Work order:
All lines of the records below that contain the word "Herzlia" must be listed.

Extracted material:
==============================

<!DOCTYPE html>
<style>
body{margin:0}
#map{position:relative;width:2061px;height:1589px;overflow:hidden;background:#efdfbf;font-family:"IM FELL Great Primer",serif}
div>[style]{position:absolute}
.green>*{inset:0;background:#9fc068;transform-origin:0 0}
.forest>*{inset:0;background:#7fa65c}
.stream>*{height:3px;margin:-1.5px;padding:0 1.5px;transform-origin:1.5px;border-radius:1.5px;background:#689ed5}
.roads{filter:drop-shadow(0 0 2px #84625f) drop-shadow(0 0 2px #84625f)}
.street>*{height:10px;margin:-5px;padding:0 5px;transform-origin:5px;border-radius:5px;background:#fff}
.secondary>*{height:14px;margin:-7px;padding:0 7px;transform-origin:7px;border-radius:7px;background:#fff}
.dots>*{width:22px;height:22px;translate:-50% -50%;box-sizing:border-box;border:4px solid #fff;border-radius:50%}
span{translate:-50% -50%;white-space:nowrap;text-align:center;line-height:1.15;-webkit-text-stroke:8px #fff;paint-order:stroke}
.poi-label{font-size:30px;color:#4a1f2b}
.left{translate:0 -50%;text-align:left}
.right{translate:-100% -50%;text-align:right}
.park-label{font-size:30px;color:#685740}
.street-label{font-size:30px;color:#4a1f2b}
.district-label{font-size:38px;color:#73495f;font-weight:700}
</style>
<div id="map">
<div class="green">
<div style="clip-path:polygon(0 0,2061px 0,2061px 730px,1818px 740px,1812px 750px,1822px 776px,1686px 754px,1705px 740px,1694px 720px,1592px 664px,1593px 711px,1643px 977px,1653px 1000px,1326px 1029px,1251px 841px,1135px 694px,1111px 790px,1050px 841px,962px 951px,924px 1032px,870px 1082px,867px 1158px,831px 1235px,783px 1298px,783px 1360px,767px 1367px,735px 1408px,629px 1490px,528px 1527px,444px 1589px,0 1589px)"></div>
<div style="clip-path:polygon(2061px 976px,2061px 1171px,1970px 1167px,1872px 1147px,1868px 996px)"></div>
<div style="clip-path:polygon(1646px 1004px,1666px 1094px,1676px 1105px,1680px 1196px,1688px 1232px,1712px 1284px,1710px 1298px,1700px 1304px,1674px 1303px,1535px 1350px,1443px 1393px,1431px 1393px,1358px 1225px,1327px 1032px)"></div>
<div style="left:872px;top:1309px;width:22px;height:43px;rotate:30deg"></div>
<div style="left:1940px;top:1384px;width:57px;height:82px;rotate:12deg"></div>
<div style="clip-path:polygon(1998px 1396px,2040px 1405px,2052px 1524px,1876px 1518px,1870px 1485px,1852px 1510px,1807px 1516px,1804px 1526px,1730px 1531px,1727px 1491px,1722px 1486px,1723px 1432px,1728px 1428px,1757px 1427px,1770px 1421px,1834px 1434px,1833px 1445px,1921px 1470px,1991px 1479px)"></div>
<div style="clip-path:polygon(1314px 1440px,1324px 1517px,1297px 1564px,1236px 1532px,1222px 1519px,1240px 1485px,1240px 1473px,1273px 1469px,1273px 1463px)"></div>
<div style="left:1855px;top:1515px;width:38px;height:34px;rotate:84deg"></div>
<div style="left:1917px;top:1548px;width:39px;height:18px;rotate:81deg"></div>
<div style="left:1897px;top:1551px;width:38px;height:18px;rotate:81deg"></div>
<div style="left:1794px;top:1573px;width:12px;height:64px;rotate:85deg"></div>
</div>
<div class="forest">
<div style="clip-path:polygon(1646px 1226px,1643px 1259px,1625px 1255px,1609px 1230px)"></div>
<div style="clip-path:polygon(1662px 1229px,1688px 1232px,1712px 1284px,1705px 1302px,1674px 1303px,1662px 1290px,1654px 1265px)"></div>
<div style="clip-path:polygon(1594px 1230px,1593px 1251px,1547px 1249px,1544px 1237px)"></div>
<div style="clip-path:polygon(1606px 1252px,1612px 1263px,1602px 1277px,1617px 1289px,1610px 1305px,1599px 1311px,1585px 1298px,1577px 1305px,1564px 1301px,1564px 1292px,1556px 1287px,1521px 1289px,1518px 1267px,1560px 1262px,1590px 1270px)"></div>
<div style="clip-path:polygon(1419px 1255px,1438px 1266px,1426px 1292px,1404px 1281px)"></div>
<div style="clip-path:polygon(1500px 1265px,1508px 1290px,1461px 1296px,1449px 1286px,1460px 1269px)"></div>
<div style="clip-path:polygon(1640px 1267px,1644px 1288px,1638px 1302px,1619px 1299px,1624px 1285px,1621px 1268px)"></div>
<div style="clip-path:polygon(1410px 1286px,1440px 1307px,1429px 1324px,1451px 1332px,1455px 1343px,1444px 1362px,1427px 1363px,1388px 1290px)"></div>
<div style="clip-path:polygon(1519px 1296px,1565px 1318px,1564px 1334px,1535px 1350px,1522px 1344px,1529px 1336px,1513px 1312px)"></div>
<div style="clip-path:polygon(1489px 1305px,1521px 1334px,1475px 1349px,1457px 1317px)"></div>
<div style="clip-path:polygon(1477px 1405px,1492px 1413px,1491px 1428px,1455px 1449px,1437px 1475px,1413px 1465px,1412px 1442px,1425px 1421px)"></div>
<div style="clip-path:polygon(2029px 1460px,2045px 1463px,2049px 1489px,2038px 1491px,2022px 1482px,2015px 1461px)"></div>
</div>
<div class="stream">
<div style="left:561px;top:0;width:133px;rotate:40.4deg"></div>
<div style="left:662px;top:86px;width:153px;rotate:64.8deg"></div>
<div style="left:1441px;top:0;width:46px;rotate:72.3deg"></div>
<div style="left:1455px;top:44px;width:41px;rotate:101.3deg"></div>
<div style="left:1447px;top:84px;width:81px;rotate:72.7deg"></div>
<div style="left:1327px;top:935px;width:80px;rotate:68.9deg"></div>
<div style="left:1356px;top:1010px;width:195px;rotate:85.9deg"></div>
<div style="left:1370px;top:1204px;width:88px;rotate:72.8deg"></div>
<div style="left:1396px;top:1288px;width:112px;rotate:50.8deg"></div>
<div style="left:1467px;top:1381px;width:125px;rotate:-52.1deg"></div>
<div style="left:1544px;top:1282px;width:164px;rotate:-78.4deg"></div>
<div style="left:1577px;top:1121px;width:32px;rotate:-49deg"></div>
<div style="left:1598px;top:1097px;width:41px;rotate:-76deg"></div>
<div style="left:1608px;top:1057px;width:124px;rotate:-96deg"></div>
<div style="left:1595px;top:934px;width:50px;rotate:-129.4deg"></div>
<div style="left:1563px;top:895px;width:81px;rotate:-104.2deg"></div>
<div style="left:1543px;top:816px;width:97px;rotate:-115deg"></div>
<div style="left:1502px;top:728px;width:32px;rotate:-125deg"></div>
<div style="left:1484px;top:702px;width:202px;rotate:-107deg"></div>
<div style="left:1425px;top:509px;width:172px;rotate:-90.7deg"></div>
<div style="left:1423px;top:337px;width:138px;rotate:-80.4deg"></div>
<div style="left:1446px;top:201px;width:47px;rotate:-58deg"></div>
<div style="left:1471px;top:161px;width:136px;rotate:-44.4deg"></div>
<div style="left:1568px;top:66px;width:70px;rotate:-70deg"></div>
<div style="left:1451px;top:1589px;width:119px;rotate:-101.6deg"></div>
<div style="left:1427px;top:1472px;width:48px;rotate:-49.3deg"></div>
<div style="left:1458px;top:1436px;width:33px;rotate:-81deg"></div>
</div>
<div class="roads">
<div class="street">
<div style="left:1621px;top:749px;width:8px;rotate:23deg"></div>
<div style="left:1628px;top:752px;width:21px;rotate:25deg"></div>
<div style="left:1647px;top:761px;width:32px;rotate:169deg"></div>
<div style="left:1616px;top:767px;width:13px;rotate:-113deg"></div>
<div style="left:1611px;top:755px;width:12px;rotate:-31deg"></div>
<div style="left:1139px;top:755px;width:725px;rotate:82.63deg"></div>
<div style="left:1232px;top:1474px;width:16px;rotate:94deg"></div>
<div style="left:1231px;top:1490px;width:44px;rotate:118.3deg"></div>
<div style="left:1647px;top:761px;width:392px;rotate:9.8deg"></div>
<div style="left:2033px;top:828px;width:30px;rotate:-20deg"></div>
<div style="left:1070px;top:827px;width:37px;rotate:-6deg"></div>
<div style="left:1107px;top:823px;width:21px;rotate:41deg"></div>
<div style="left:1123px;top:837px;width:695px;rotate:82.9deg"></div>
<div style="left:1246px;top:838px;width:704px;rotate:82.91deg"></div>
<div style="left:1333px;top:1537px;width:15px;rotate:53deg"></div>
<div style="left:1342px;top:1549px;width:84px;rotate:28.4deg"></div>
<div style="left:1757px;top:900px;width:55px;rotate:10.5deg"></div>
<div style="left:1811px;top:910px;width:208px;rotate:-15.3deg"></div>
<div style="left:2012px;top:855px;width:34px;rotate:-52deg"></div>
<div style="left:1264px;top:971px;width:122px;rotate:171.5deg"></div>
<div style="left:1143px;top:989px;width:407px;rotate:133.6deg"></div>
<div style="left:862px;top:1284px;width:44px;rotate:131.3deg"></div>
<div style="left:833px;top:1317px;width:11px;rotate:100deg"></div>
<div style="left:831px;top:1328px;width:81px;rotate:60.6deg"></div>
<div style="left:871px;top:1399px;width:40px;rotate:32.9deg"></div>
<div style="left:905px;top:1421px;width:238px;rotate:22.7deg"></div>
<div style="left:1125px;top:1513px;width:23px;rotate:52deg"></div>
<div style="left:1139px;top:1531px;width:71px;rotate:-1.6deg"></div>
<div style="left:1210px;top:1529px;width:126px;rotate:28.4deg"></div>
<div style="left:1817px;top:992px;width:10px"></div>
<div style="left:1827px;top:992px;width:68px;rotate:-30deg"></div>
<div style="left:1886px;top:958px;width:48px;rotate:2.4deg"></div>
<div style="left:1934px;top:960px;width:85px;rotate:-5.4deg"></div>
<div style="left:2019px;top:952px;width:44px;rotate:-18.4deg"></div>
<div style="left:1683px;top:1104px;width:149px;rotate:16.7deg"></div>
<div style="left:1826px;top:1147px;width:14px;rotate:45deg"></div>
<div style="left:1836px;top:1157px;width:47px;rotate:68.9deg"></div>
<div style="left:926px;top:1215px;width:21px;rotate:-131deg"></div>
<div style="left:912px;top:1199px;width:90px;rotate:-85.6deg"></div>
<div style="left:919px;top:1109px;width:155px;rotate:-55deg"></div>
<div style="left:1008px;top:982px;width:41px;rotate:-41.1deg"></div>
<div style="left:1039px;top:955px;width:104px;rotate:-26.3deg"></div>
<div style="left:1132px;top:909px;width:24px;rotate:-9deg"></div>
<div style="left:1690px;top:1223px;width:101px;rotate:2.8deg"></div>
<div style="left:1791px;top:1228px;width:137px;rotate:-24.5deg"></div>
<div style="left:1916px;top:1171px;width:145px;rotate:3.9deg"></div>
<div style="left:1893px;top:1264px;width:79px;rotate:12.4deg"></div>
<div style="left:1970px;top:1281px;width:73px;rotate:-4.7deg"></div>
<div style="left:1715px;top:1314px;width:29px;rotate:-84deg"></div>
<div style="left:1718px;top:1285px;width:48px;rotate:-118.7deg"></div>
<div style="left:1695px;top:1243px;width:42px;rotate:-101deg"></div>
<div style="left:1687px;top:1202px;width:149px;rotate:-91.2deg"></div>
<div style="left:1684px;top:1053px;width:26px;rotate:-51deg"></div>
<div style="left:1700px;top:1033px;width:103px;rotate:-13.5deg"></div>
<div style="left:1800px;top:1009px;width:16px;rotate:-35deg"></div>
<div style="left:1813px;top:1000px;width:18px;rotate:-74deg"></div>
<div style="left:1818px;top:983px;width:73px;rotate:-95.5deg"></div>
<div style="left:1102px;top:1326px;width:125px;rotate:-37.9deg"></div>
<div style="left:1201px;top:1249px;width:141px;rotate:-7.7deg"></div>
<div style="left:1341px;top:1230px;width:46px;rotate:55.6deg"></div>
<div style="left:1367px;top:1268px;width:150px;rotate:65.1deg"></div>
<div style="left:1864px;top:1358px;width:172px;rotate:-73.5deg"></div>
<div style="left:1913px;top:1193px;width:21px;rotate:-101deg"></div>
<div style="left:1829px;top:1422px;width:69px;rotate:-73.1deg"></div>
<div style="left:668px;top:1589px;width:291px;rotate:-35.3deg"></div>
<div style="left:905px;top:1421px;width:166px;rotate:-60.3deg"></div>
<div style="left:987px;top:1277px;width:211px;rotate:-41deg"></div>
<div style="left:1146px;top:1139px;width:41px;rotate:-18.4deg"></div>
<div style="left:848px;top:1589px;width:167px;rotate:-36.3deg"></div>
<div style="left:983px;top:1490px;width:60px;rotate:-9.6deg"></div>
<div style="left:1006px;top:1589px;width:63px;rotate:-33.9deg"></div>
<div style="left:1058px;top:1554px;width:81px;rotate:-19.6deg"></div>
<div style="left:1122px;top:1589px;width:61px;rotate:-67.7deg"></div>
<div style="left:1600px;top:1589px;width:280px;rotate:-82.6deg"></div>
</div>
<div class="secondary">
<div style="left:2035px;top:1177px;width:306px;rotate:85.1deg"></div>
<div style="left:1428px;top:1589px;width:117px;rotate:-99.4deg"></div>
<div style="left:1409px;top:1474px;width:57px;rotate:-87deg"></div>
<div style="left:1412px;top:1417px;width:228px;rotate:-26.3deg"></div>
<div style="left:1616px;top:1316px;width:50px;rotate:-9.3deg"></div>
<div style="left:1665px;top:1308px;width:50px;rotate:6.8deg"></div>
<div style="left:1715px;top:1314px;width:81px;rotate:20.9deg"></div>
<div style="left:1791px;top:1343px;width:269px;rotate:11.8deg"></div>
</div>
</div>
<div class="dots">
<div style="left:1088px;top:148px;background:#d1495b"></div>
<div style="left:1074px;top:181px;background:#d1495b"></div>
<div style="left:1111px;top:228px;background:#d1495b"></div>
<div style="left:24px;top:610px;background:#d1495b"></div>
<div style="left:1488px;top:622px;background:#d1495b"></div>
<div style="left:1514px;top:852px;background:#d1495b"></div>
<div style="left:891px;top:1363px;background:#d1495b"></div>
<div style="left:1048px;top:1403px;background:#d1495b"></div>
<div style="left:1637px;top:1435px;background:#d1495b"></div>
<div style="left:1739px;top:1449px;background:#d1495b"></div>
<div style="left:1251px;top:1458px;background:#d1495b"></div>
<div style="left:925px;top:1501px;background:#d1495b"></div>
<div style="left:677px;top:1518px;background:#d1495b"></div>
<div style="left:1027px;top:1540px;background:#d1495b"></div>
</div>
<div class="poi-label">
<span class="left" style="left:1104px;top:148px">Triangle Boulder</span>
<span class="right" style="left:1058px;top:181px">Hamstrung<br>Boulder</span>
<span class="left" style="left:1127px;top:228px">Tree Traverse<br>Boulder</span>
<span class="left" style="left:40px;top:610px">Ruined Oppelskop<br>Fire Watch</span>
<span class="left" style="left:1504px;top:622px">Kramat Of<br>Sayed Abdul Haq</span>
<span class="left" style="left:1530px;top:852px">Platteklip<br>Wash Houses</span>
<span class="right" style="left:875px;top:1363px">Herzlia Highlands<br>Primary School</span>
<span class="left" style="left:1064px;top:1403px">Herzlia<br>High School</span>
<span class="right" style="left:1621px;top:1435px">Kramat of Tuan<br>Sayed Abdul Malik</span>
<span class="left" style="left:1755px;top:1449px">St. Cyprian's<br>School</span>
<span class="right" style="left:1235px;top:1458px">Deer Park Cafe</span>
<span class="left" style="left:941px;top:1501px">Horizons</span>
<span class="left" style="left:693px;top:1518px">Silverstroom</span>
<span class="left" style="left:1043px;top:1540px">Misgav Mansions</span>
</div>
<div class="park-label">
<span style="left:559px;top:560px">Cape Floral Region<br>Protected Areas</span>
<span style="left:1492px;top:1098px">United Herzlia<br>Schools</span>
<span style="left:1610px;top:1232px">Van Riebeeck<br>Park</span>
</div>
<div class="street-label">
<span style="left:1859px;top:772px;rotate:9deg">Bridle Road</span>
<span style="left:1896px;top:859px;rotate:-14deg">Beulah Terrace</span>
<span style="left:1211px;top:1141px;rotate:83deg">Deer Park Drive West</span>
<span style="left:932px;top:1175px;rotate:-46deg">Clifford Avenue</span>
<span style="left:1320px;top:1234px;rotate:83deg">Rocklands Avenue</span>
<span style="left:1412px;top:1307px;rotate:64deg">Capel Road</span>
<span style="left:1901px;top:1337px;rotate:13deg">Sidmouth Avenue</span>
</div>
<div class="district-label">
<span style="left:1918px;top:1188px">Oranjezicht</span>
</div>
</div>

==============================

Result of this exercise:
<span class="right" style="left:875px;top:1363px">Herzlia Highlands<br>Primary School</span>
<span class="left" style="left:1064px;top:1403px">Herzlia<br>High School</span>
<span style="left:1492px;top:1098px">United Herzlia<br>Schools</span>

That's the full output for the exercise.